As Domino Rally winds it's way to it's inevitable demise (the seemingly endless gaps between posts are never a good sign, are they?), take heart from the fact that I'm going to get through the list of songs that I intend to share with you before I pull the plug. Yes, despite appearances to the contrary, there is an element of planning in what I do here!

I recently delved into the the world of the comedy song, looking at the work of DJs, actors and the like, as well as yer dedicated comedy songwriters.

But what happens if you're one of these last but you wake up one day and think, "actually, I have deep thoughts that matter" and remove your clown shoes?

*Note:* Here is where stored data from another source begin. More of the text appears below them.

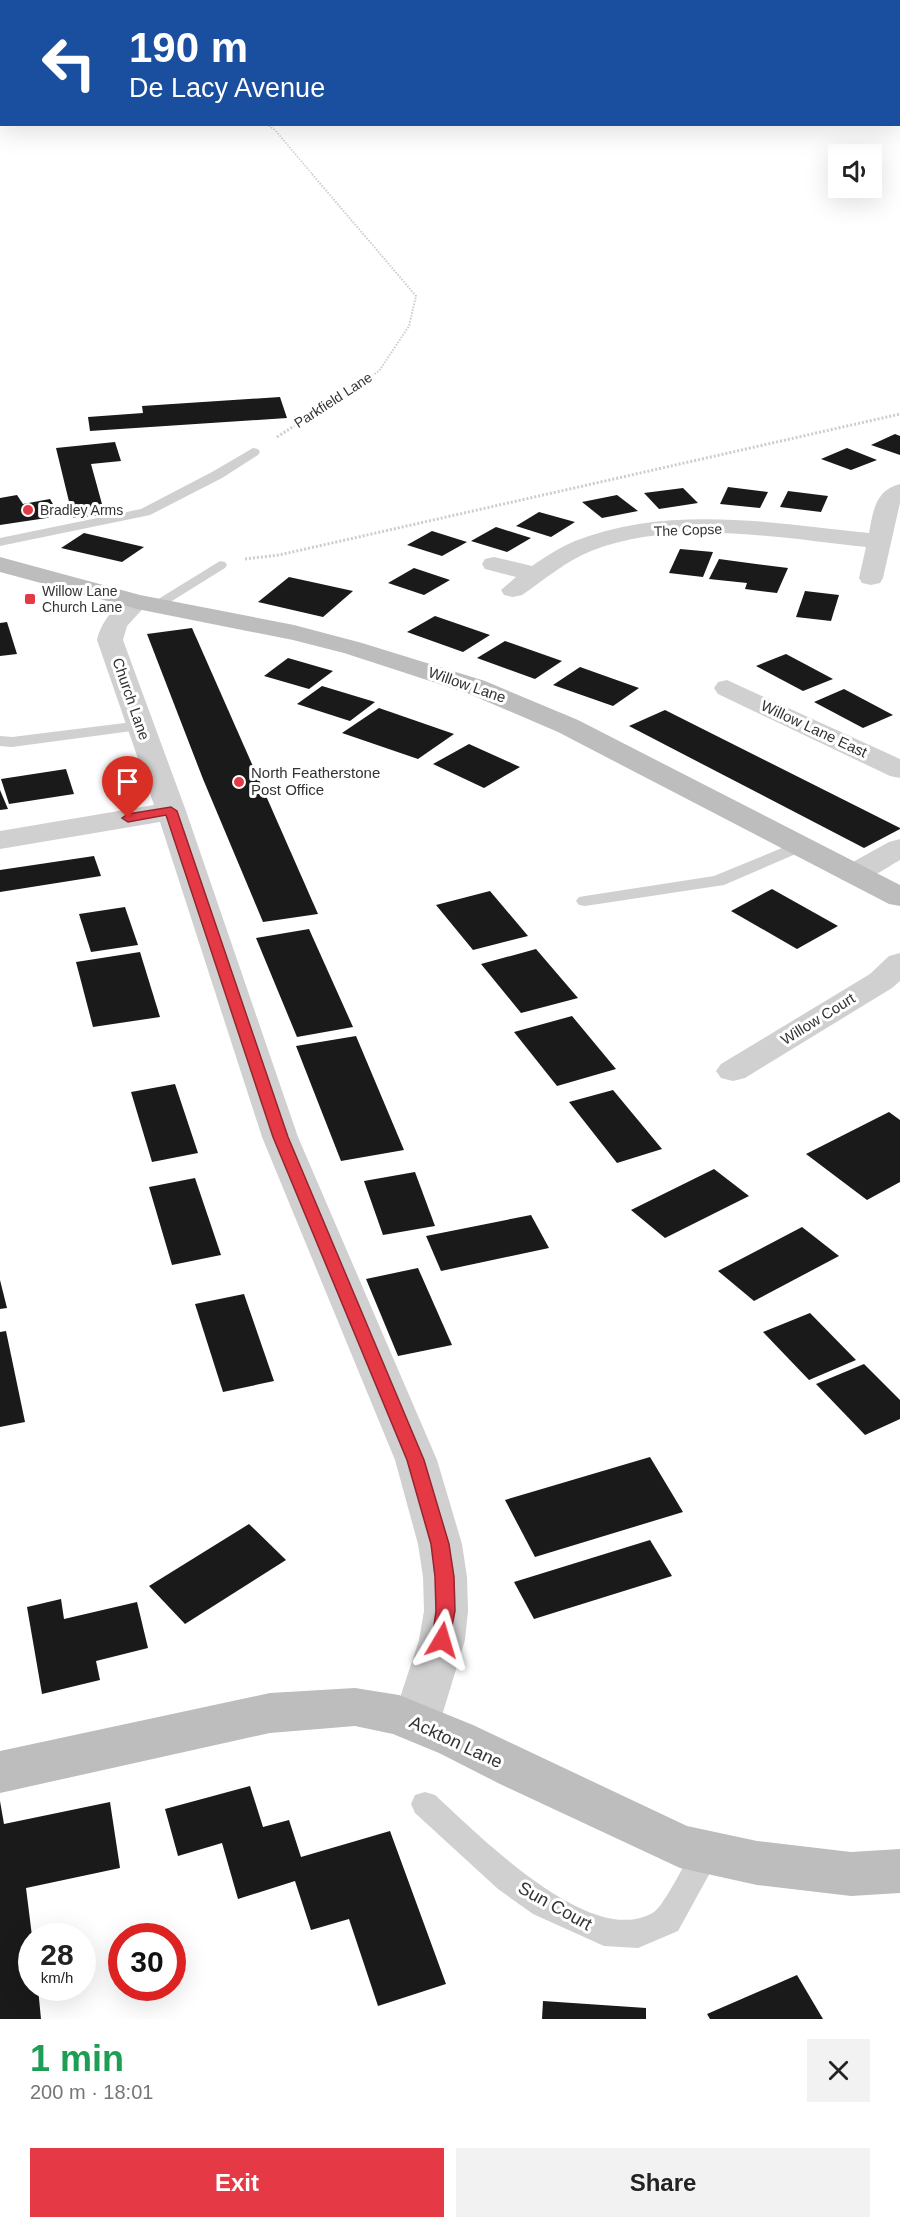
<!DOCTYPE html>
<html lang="en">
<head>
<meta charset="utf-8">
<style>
  body { margin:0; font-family:Helvetica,sans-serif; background:#f2f2f2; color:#222; height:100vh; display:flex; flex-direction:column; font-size:22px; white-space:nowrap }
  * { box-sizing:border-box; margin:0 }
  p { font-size:20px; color:#767676 }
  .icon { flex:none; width:33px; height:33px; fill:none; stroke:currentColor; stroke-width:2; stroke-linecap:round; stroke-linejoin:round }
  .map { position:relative; height:2019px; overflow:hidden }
  .drawer { display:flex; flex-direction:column; background:#fff; flex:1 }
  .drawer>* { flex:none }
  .top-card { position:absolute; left:0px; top:0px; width:900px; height:126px; box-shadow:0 6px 24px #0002; background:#1a4fa0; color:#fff; overflow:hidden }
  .tools { position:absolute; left:828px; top:144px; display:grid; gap:12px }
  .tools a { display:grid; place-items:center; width:54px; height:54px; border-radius:0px; background:#fff; box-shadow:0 6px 24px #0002; font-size:30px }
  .speed { position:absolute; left:18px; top:1923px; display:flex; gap:12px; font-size:30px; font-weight:700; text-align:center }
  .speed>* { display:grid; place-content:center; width:78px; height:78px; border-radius:50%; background:#fff; box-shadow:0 6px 24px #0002; line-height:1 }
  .speed small { font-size:15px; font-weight:400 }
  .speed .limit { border:9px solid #d22; background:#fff; color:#111 }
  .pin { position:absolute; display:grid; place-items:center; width:51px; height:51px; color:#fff; margin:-62px -26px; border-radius:50% 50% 50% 0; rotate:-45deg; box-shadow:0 0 6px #0007 }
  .pin .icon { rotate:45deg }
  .me { position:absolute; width:66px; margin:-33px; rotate:7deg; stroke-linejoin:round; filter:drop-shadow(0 0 4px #0008) }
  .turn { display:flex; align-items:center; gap:21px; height:126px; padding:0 30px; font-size:27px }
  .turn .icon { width:78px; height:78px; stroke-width:2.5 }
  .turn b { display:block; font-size:42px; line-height:51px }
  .round { display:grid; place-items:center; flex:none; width:63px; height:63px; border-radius:0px; background:#f2f2f2 }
  .head { display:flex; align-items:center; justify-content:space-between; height:102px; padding:0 30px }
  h1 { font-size:36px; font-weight:700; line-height:45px; color:#1e9e55 }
  .primary-button { display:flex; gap:12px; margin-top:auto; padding:12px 30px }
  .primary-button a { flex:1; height:69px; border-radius:0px; background:#e63946; color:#fff; font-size:24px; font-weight:700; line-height:69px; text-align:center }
  .primary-button a+a { background:#f2f2f2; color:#222 }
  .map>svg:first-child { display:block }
  .building { fill:#1a1a1a }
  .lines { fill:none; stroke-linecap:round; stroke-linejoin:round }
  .path-far2 { stroke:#cdcdcd; stroke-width:1.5; stroke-dasharray:1.5 1.5; stroke-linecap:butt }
  .path-far1 { stroke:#cdcdcd; stroke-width:2; stroke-dasharray:1.5 1.5; stroke-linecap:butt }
  .path { stroke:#cdcdcd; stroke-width:3; stroke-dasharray:2 2; stroke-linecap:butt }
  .lane { fill:#d0d0d0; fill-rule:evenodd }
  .street { fill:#d0d0d0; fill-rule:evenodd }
  .secondary { fill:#bdbdbd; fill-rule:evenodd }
  .route { fill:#e63946; stroke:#96252e; stroke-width:1.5 }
  .poi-dot { fill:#e63946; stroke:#fff; stroke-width:2 }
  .labels { text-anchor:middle; stroke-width:6; stroke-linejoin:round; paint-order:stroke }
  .far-street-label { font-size:14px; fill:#333; stroke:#fff }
  .far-poi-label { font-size:14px; fill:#333; stroke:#fff; text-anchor:start }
  .street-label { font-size:15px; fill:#333; stroke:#fff }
  .poi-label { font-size:15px; fill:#333; stroke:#fff; text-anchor:start }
  .near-street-label { font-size:18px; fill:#333; stroke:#fff }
</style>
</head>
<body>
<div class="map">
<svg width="900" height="2019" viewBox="0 0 900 2019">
  <rect width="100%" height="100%" fill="#fff"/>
  <g class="building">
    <path d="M280 397 287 418 90 431 88 417 143 413 142 406Z"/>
    <path d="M895 434 900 436V455L871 445Z"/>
    <path d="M115 442 121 461 91 464 105 515 73 518 56 448Z"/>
    <path d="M847 448 877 460 851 470 821 459Z"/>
    <path d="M728 487 768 492 760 508 720 504Z"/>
    <path d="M683 488 698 503 659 509 644 493Z"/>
    <path d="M788 491 828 496 821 512 780 507Z"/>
    <path d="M17 495 23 504 50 499 60 516 0 525V498Z"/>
    <path d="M617 495 638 511 602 518 582 502Z"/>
    <path d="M539 512 575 522 551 537 516 526Z"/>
    <path d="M496 527 531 538 507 552 471 541Z"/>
    <path d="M432 531 467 542 442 556 407 545Z"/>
    <path d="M84 533 144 547 122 562 61 548Z"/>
    <path d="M680 549 713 552 703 577 669 573Z"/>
    <path d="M719 559 756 564 788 568 777 593 745 589 747 583 709 579Z"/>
    <path d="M414 568 450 580 424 595 388 583Z"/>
    <path d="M289 577 353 591 323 617 258 602Z"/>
    <path d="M805 591 839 595 831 621 796 617Z"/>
    <path d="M435 616 490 635 463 652 407 632Z"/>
    <path d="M7 622 17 654 0 656V623Z"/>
    <path d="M192 628 263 789 318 914 263 922 203 779 147 634Z"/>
    <path d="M505 641 562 661 535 679 477 658Z"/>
    <path d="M786 654 833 679 803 691 756 666Z"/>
    <path d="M288 658 333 671 309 689 264 676Z"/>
    <path d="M580 667 639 688 613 706 553 685Z"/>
    <path d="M322 686 375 702 350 721 297 704Z"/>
    <path d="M844 689 893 715 863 728 814 702Z"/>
    <path d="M379 708 454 734 418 759 342 733Z"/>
    <path d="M665 710 900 828V829L864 848 629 726Z"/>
    <path d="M469 744 520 767 484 788 433 764Z"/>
    <path d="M66 769 74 794 9 804 1 779Z"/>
    <path d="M0 790 8 809 0 810Z"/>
    <path d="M94 856 101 876 0 892V870Z"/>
    <path d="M772 889 838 926 797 949 731 911Z"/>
    <path d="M490 891 528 936 473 950 436 905Z"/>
    <path d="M125 907 138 945 91 952 79 914Z"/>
    <path d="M309 929 353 1027 297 1037 256 938Z"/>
    <path d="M536 949 578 998 521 1013 481 964Z"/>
    <path d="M140 952 160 1017 93 1027 76 962Z"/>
    <path d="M572 1016 616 1069 557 1086 514 1032Z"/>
    <path d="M356 1036 404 1150 341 1161 296 1046Z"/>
    <path d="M175 1084 198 1153 152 1162 131 1092Z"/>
    <path d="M613 1090 662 1149 617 1163 569 1102Z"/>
    <path d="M889 1112 900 1120V1182L867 1200 806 1154Z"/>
    <path d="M714 1169 749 1196 665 1238 631 1210Z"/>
    <path d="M415 1172 435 1226 383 1235 364 1181Z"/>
    <path d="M195 1178 221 1255 172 1265 149 1187Z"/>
    <path d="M531 1215 549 1248 441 1271 426 1236Z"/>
    <path d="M802 1227 839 1256 754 1301 718 1271Z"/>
    <path d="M418 1268 452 1345 398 1356 366 1279Z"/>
    <path d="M0 1280 7 1308 0 1309Z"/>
    <path d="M244 1294 274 1381 223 1392 195 1304Z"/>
    <path d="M810 1313 856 1360 809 1380 763 1332Z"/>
    <path d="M6 1331 25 1422 0 1427V1332Z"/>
    <path d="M864 1364 900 1400V1419L865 1435 816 1384Z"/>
    <path d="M650 1457 683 1512 535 1557 505 1500Z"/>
    <path d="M249 1524 286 1560 185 1624 149 1586Z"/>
    <path d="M650 1540 672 1576 534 1619 514 1582Z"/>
    <path d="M61 1599 64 1619 137 1602 148 1648 96 1661 100 1680 42 1694 27 1607Z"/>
    <path d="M250 1786 263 1827 289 1820 301 1857 390 1831 446 1984 378 2006 349 1919 311 1930 295 1881 238 1899 222 1843 178 1856 165 1809Z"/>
    <path d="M0 1801 4 1824 110 1802 120 1868 26 1888 32 1936V1988H38L41 2019H0Z"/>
    <path d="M797 1975 823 2019H710L707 2014Z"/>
    <path d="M543 2001 646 2008V2019H542Z"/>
  </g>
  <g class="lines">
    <path class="path-far2" d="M266 124 275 130 313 175"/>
    <path class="path-far1" d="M312 174 416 296 409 326 379 371 342 395"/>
    <g class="path">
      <path d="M277 437 344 394"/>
      <path d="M245 559 279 555 900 414"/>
    </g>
    <g class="lane">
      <path d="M253 448 258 449 260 452 258 455 222 478 150 515 0 546V538L141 509 212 472Z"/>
      <path d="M220 561 225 562 227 565 225 568 159 609 154 610 147 606Z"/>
      <path d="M141 721 149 726 147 729 12 747 0 746V736L12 737Z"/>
      <path d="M799 841 805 842 808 846 805 850 724 885 585 906 579 905 576 901 579 897 585 896 714 876Z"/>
      <path d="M425 1792 435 1795C478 1834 592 1951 654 1912 664 1906 689 1855 697 1842L707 1838 717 1842 722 1851 678 1931 638 1948 604 1946 533 1914 498 1889 415 1813 411 1804 415 1795Z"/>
    </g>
    <g class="street">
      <path d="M900 484V503L883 578 880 583 871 585 862 583 859 578 866 547C781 538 673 518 591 551 566 561 544 580 522 595L513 597 504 595 501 590 516 577 485 569 482 564 485 559 494 557 532 566C545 557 560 547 575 541 668 504 773 523 869 533 873 512 875 490 900 484Z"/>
      <path d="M137 595 146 597 149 602 127 626 123 640 186 811 298 1137 437 1460 462 1544 467 1577 468 1611 465 1640 440 1722 433 1736 416 1742 399 1736 392 1722 419 1640 424 1611 423 1577 418 1544 395 1460 262 1137 160 822 0 849V831L154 805 97 640C101 621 119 599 137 595Z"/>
      <path d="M727 680 900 759V778L890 776 718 694 714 688 718 682Z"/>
      <path d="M900 839V860C882 870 864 886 842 880L838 874 842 868 889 842Z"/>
      <path d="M900 953V981L892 988 745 1078 733 1081 721 1078 716 1071 721 1064 870 974 889 956Z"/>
    </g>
    <g class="secondary">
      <path d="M0 557 140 595 294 625 362 643 485 681 578 720 900 885V906L889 904 558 732 467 693 344 653 293 640 137 609 0 572Z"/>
      <path d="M355 1688 399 1695 473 1725 687 1826 757 1841 851 1852 900 1849V1893L851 1896 757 1885 680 1868 500 1784 439 1753 393 1734 355 1726 270 1733 0 1793V1751L270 1693Z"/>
    </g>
  </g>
  <path class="route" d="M171 807 177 811 288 1137 424 1460 449 1544 454 1577 455 1611 448 1646 442 1648 435 1646 432 1640 436 1611 435 1577 431 1544 407 1460 273 1137 166 815 128 822 122 818 128 814Z"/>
  <g class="poi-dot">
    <circle cx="28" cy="510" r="6"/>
    <rect x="24" y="593" width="12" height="12" rx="3"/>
    <circle cx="239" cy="782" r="6"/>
  </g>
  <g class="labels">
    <g class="far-street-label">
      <text transform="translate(333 400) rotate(-33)" y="5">Parkfield Lane</text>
      <text transform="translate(688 530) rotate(-2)" y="5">The Copse</text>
    </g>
    <g class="far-poi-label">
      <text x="40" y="515">Bradley Arms</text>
      <text x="42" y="596">Willow Lane<tspan x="42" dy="16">Church Lane</tspan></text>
    </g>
    <g class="street-label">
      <text transform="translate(467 685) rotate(19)" y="5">Willow Lane</text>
      <text transform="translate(131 699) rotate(71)" y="5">Church Lane</text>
      <text transform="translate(814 729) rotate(25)" y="5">Willow Lane East</text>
      <text transform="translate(818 1019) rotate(-32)" y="5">Willow Court</text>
    </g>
    <g class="poi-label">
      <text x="251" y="778">North Featherstone<tspan x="251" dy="17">Post Office</tspan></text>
    </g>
    <g class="near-street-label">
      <text transform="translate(456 1742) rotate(25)" y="6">Ackton Lane</text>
      <text transform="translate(555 1906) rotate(29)" y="6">Sun Court</text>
    </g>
  </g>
</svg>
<div class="tools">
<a><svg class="icon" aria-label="sound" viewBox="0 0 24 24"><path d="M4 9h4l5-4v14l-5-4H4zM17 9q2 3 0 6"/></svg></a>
</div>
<div class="speed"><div>28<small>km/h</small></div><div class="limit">30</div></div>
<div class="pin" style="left:128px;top:818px;background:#d93025"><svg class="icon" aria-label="arrive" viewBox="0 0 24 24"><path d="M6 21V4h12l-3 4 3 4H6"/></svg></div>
<svg class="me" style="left:442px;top:1640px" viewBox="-20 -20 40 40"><path d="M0-17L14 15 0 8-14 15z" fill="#e63946" stroke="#fff" stroke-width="4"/></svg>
<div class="top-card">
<div class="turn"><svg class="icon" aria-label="left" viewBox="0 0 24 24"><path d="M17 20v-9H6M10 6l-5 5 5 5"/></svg><div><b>190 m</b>De Lacy Avenue</div></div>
</div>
</div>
<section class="drawer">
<div class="head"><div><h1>1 min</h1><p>200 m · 18:01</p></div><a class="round"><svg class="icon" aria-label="close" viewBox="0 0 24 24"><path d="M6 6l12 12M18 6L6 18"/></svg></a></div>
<div class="primary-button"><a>Exit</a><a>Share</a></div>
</section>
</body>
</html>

One such band was The Divine Comedy, who peddled a very British strain of kitchen-sink banter since forming in 1989. They were never strictly a comedy band but achieved success when Neil Hannon adopted the pose of a rakish dandy for Something for the Weekend in 1996 and released a series of quirkily comedic songs like Generation Sex and National Express. And, of course, Hannon wrote the theme tune and the genius My Lovely Horse for Father Ted.

However, in 2001 they released Regeneration, a definite move away from what had become their signature sound. Neil took his suit off, put on some baggy combats and stood in the street with his bandmates. Like a proper band.

The Divine Comedy - Love What You Do

They recorded Regeneration with Nigel Godrich, who since then has become a by-word for "Danger! Thom Yorke crossing!" Back then I knew him as the bloke who did the last Pavement album and my favourite Beck album, Mutations. He really does have a knack for recording synths and a way of setting the tone with a few well-placed textures, as evidenced on this track. Listen for the great wobbly sound that kicks in at 1.34.

The Divine Comedy - Eye Of The Needle

Blimey, has it got cold in here? It's not exactly "it's hard to get by when your arse is the size of a small country", is it?